> _What the task requires_
Using the records below, write out again exactly the lines that begin at the line containing "M176 971 185 981 163 999 155 989Z" and end at the line containing "M201 156 214 125 254 84 256 80 228 0", and no other lines.

(Stored dataset items)
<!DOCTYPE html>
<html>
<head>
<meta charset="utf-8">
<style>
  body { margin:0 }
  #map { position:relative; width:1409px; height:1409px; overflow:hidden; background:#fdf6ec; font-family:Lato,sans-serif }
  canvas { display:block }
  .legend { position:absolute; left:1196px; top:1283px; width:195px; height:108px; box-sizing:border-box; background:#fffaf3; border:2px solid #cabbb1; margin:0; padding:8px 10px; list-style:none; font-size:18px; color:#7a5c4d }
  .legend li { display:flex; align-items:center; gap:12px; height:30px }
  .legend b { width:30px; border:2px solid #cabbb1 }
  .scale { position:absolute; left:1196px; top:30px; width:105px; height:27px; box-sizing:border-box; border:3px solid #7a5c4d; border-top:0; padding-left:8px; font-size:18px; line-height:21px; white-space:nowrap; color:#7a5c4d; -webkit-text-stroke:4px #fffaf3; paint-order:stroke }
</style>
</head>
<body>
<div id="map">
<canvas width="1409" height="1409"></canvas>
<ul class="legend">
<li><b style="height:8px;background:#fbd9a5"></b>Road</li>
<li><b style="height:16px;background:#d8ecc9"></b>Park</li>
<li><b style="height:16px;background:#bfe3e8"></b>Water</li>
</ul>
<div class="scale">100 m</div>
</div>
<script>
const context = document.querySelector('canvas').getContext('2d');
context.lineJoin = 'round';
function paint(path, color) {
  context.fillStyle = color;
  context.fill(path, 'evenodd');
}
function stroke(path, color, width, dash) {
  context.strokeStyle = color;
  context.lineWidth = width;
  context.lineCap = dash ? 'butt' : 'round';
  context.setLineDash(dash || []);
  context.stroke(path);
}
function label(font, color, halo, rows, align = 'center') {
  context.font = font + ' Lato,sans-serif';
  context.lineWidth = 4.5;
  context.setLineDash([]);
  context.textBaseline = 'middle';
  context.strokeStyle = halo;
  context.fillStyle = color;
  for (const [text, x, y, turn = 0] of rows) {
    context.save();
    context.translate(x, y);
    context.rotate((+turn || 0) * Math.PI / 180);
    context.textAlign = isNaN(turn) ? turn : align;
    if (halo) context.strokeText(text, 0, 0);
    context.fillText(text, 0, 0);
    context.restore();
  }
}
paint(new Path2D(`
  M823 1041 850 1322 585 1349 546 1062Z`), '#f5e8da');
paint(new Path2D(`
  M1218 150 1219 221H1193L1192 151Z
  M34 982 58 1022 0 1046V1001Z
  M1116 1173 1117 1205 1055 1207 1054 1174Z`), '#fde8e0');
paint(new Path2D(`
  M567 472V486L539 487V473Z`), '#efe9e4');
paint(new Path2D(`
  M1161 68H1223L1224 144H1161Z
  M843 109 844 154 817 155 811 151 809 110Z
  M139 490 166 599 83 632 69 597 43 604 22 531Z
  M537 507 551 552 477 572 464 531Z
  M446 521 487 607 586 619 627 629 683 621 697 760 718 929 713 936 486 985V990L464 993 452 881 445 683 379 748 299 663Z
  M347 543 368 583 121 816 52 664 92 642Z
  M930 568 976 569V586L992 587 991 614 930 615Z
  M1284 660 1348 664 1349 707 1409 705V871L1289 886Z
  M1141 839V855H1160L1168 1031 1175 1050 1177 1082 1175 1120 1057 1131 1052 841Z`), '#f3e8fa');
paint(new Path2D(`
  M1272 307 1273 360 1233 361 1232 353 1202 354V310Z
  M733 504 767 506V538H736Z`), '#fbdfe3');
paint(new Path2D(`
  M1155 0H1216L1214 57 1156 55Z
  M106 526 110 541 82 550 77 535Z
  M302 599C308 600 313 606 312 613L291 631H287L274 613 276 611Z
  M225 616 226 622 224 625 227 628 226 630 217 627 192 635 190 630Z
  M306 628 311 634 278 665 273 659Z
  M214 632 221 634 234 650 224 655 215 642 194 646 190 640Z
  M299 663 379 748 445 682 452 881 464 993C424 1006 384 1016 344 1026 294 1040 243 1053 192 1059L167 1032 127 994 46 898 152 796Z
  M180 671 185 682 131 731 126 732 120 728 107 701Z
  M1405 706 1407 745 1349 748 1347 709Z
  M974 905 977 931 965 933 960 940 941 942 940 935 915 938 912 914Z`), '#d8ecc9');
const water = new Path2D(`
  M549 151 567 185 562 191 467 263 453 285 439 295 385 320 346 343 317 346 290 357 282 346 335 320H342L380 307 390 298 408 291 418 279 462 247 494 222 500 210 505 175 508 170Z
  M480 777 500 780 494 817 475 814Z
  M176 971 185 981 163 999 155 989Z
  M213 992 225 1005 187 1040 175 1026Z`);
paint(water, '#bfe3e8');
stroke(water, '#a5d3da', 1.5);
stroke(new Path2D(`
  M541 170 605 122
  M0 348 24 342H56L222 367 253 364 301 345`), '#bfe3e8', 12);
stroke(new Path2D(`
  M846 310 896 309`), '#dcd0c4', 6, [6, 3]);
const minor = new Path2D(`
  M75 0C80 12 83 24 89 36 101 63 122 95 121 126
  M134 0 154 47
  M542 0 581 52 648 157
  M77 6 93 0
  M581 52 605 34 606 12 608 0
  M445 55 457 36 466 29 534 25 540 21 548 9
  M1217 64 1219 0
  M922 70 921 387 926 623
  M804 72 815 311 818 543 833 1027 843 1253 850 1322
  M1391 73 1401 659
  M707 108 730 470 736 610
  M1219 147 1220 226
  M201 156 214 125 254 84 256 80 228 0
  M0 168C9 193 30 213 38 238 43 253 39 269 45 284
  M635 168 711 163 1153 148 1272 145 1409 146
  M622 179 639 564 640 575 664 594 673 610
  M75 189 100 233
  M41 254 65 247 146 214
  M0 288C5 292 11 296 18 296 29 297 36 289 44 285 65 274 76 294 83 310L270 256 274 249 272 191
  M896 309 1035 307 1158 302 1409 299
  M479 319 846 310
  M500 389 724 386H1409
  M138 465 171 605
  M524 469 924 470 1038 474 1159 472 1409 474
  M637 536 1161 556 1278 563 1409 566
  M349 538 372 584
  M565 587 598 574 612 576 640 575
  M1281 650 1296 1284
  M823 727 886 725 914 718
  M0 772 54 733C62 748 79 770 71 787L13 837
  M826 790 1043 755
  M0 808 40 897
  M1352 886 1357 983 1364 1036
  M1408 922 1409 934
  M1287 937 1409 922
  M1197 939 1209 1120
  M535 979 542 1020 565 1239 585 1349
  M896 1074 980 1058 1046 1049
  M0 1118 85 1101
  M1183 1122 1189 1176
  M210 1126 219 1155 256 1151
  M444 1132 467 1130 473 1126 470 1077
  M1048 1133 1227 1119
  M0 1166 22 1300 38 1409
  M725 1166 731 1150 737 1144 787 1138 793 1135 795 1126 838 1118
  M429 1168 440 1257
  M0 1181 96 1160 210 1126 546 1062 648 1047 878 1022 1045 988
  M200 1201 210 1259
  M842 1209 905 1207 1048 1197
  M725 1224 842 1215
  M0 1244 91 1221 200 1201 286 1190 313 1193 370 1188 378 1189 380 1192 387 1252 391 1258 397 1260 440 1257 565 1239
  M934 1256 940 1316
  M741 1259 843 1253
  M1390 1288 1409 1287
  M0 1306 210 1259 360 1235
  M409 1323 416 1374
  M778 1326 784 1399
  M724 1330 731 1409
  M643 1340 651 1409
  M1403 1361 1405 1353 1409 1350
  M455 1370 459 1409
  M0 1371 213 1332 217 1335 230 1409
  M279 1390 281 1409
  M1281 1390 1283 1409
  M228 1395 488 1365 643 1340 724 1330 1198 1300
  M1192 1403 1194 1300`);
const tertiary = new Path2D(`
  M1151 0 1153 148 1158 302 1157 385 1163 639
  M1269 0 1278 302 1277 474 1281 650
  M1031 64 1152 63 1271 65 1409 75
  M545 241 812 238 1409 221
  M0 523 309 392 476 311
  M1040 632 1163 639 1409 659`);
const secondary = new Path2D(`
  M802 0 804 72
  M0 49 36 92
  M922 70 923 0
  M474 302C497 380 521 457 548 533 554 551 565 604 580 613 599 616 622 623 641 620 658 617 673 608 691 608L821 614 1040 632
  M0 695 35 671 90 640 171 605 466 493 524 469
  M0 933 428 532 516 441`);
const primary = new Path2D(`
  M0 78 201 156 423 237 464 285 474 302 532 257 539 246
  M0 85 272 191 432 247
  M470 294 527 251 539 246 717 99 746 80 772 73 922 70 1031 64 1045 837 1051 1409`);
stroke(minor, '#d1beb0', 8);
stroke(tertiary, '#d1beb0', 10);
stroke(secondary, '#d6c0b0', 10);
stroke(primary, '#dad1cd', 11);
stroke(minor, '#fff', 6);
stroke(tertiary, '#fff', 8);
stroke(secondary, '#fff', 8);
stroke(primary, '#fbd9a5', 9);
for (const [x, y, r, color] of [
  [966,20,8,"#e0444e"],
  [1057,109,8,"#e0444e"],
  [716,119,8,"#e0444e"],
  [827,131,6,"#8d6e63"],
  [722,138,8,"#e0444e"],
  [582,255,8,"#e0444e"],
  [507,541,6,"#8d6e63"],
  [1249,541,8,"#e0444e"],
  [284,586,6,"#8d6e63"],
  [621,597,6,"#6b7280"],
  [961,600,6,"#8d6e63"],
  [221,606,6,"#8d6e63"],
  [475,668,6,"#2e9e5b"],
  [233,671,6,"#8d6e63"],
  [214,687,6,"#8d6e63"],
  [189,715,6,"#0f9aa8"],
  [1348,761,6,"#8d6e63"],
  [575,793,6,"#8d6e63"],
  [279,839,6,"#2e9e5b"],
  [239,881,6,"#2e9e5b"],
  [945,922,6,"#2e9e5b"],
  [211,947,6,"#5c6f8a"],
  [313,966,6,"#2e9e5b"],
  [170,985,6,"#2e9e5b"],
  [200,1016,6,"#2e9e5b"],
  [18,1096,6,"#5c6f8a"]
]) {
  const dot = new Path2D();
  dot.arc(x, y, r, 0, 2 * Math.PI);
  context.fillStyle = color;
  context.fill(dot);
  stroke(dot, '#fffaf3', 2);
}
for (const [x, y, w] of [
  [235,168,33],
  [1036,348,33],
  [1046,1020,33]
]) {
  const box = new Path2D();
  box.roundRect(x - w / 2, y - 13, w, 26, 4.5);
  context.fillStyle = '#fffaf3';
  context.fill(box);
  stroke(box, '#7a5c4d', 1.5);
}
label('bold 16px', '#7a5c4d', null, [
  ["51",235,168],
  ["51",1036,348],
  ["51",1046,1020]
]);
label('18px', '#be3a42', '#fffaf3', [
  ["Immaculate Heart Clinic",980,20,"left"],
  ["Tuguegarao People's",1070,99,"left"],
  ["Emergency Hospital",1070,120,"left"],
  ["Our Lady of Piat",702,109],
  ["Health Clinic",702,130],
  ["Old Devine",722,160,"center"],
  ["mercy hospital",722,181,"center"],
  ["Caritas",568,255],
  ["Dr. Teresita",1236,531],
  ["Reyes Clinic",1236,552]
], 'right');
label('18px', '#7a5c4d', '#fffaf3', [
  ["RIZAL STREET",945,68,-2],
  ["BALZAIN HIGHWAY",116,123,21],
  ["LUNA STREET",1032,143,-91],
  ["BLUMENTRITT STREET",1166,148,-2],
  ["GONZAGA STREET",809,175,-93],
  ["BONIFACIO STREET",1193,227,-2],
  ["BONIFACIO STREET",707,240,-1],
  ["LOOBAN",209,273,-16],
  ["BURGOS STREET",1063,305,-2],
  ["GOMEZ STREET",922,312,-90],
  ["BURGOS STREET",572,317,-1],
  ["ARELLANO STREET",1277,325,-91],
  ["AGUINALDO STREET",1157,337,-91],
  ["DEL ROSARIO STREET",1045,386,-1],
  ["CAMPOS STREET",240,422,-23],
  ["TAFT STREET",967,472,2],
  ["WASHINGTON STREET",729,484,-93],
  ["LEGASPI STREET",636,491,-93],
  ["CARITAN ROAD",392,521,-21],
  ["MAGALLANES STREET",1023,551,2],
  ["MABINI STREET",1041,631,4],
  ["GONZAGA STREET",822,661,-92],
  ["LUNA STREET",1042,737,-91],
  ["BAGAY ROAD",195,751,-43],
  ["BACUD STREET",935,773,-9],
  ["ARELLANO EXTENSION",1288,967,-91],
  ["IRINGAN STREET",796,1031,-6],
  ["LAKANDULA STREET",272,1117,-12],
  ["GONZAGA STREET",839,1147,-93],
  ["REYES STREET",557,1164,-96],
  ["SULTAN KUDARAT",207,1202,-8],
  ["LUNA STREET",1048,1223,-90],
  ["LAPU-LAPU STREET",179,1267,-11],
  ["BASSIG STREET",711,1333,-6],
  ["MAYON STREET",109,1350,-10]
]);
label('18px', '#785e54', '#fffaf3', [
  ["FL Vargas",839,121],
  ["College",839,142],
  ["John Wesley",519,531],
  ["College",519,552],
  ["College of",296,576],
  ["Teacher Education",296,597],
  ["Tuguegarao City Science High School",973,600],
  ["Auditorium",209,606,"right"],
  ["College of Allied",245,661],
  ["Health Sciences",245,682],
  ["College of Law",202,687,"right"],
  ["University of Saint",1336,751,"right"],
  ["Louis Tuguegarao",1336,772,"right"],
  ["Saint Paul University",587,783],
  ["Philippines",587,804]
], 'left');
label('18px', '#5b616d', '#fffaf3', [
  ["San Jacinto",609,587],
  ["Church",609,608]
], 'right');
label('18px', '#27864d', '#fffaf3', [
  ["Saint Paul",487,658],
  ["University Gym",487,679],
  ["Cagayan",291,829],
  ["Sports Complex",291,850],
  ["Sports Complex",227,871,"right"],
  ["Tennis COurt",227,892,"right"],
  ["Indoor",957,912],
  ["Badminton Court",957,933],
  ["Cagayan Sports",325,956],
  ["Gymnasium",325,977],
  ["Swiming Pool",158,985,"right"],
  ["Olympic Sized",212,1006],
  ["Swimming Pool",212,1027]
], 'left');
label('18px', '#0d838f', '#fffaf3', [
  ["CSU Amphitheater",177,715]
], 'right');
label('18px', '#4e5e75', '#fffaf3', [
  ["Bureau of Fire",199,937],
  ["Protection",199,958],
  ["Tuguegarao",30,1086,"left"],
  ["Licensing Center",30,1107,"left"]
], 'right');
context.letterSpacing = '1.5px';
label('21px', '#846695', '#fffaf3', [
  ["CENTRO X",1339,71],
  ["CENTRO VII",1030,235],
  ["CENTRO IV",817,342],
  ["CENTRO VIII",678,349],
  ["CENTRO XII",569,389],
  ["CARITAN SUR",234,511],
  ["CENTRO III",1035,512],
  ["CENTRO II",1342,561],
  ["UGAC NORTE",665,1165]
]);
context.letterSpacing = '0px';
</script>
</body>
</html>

> _Written answer_
  M176 971 185 981 163 999 155 989Z
  M213 992 225 1005 187 1040 175 1026Z`);
paint(water, '#bfe3e8');
stroke(water, '#a5d3da', 1.5);
stroke(new Path2D(`
  M541 170 605 122
  M0 348 24 342H56L222 367 253 364 301 345`), '#bfe3e8', 12);
stroke(new Path2D(`
  M846 310 896 309`), '#dcd0c4', 6, [6, 3]);
const minor = new Path2D(`
  M75 0C80 12 83 24 89 36 101 63 122 95 121 126
  M134 0 154 47
  M542 0 581 52 648 157
  M77 6 93 0
  M581 52 605 34 606 12 608 0
  M445 55 457 36 466 29 534 25 540 21 548 9
  M1217 64 1219 0
  M922 70 921 387 926 623
  M804 72 815 311 818 543 833 1027 843 1253 850 1322
  M1391 73 1401 659
  M707 108 730 470 736 610
  M1219 147 1220 226
  M201 156 214 125 254 84 256 80 228 0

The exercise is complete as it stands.